关于这个主题的标准书是 Sankoff 和 Kruskal 的 “时间扭曲、字符串编辑和 Maromolecules” 。它已经很老了(1983 年),但提供了如何使基本算法适应许多应用程序的很好的例子。
I think you have some good answers for question (1).
Question (2):
You probably want cosine similarity to compare two arbitrary collections of n-grams (the larger better). This gives you a range of 0.0 - 1.0 without any scaling needed.

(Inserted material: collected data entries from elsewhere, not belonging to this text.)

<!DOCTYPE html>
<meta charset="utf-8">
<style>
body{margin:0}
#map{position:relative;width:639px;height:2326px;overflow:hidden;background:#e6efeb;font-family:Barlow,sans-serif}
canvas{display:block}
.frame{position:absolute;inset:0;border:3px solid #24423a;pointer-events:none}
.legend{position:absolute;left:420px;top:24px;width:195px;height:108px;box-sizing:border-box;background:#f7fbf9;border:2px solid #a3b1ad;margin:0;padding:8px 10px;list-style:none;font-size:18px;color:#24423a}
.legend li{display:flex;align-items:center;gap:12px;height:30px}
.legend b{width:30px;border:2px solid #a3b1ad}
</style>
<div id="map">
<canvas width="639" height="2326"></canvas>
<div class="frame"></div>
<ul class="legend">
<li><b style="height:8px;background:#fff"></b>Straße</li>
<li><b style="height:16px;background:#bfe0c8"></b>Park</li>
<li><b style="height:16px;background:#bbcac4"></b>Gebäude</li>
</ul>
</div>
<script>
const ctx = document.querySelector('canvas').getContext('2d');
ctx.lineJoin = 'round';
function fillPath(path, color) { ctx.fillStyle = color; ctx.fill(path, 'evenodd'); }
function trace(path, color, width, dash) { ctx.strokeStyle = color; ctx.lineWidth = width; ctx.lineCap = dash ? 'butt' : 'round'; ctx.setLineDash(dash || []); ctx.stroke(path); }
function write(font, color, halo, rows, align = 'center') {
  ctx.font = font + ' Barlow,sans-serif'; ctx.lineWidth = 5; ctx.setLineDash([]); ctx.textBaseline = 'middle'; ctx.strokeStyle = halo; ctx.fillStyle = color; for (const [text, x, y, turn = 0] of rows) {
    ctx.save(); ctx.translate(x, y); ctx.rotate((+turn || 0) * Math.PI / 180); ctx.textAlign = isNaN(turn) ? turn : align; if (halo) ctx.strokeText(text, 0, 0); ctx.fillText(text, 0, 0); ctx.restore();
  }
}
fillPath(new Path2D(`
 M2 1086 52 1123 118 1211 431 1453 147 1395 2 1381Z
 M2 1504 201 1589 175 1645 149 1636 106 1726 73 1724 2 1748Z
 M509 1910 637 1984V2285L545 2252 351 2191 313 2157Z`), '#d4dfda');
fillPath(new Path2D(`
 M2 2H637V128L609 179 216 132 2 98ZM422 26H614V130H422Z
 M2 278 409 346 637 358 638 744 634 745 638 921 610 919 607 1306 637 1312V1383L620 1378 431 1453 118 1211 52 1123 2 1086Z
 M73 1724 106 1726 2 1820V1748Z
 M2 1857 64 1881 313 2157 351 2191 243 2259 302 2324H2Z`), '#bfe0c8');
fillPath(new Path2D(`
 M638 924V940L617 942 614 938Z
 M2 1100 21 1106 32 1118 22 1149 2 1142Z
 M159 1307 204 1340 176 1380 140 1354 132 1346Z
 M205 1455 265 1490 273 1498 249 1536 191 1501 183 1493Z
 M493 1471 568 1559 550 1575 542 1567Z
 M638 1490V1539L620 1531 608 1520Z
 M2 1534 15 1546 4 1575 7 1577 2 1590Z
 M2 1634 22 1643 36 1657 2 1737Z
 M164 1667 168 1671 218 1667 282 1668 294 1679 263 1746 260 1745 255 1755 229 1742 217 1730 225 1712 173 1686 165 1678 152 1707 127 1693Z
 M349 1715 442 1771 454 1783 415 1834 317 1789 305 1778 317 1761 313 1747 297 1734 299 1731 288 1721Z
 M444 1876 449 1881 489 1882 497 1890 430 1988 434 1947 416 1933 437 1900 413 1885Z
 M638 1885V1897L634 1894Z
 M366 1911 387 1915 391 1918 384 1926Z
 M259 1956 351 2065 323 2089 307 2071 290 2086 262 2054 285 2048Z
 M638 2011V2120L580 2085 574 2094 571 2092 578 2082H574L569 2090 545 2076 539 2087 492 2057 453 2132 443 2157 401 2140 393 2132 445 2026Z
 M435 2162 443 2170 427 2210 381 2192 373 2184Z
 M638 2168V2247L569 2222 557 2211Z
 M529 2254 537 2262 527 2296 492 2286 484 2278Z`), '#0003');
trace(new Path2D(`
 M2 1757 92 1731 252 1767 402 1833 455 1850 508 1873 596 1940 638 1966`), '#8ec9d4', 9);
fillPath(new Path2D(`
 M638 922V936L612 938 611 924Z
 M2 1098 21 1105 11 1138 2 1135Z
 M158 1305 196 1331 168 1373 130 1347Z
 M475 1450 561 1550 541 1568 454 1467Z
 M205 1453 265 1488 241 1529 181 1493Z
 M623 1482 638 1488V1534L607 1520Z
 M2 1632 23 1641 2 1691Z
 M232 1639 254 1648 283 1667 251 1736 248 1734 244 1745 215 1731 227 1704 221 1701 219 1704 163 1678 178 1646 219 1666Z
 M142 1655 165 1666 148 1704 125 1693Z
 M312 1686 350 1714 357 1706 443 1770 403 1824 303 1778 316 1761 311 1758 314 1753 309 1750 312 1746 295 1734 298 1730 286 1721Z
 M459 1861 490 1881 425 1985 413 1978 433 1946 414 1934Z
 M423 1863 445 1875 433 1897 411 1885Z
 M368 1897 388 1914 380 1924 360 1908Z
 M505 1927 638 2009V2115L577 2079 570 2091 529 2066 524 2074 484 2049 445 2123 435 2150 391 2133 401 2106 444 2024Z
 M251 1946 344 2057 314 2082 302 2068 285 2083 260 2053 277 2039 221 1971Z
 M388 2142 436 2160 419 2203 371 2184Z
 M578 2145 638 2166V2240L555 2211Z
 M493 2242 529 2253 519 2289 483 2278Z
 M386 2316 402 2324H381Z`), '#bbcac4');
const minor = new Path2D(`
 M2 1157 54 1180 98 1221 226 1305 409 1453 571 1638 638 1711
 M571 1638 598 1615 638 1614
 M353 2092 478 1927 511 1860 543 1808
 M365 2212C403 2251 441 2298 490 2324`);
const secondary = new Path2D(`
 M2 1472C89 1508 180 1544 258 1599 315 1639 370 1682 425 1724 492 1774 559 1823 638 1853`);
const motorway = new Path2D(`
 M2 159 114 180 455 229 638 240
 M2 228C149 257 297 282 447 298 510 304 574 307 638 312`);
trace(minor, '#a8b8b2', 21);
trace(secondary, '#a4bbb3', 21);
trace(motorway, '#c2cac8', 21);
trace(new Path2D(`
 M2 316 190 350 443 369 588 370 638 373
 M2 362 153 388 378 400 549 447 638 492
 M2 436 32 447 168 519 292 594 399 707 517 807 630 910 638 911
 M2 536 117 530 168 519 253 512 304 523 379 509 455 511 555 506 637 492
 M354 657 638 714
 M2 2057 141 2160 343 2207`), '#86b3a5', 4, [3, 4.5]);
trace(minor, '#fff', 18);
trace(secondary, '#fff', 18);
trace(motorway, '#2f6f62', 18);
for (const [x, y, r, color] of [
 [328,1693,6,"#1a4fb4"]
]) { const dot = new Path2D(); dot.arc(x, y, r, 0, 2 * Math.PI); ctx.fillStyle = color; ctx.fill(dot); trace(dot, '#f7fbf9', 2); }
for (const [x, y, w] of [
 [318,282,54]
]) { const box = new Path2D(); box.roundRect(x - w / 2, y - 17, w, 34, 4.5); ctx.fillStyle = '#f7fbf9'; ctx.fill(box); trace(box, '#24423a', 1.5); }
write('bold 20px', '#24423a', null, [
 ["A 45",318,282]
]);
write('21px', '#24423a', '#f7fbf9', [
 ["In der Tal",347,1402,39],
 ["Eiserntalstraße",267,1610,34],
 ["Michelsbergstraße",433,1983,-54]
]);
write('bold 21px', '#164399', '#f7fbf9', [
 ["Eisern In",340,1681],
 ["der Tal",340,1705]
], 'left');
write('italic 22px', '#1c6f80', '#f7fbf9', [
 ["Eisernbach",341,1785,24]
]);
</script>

The Wikipedia page gives an equation, and the F# translation is pretty straightforward:
For input, you need to run something like Tomas' answer to get two maps, then remove keys that only exist in one:
With character-based n-grams, I don't know how good your results will be. It depends on what kind of features of the text you are interested in. I do natural language processing, so usually my first step is part-of-speech tagging. Then I compare over n-grams of the parts of speech. I use T'n'T for this, but it has bizarro licencing issues. Some of my colleagues use ACOPOST instead, a Free alternative (as in beer AND freedom). I don't know how good the accuracy is, but POS tagging is a well-understood problem these days, at least for English and related languages.
Question (3):
The best way to compare two strings that are nearly identical is Levenshtein distance. I don't know if that is your case here, although you can relax the assumptions in a number of ways, eg for comparing DNA strings.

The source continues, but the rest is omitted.